Published online by Cambridge University Press: 22 January 2010
On 11 September 2001, two hijacked planes crashed into the Twin Towers in New York killing three thousand. A terrorist organisation, hitherto largely unknown outside security circles, claimed responsibility. Nineteen ‘martyrs’ of Al-Qaeda had carried out the attack. It was designed to bring nihilistic violence to the forefront of the American psyche, and that of its allies. It was designed to terrify, to obsess us, to lead us, perhaps, into abandoning centuries of jurisprudence, to abandoning our faith in the powers of reason, and the political ideas of liberty, tolerance and justice. It succeeded. And it was designed to hurt. It hurt, most obviously, those who suffered loss, the families and friends of victims of the initial strike. But it was also designed to hurt a potentially infinite number of others; all those who would become victims of the counter-terrorist response which, or so it was fervently hoped by those who planned the events of 9/11, would be launched.
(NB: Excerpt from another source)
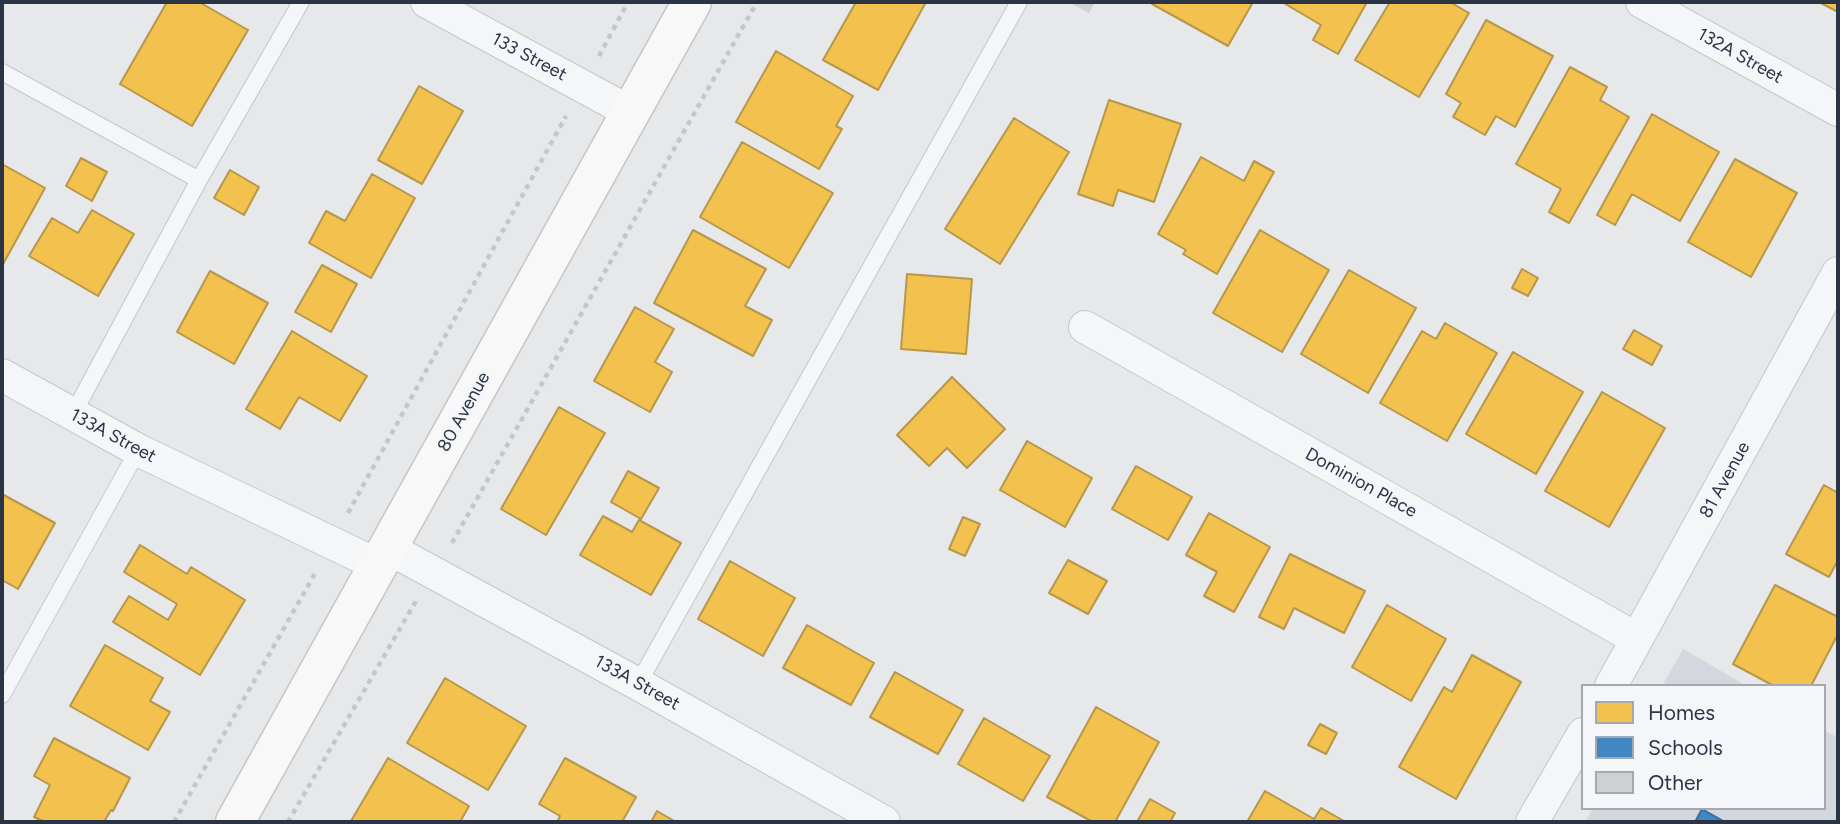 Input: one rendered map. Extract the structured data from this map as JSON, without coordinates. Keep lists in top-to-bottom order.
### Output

And, once again, it has. Seduced by our political leaders, betrayed by our own deeper insecurities, we have developed a peculiar ‘tolerance of nonsense’. And so, in pursuit of something termed a ‘war on terror’, and with scant regard to any associated provisions of international law, US and British forces have invaded two far-away Islamic countries, Afghanistan and Iraq, laying waste to both. Anarchy has ensued. Collateral violence has been spawned in much of the rest of the region, most obviously Pakistan, Lebanon and various former Soviet republics. Thousands of allied military personnel have died, tens of thousands of Afghans and Iraqis, Pakistanis and Palestinians, Chechens and Kurds.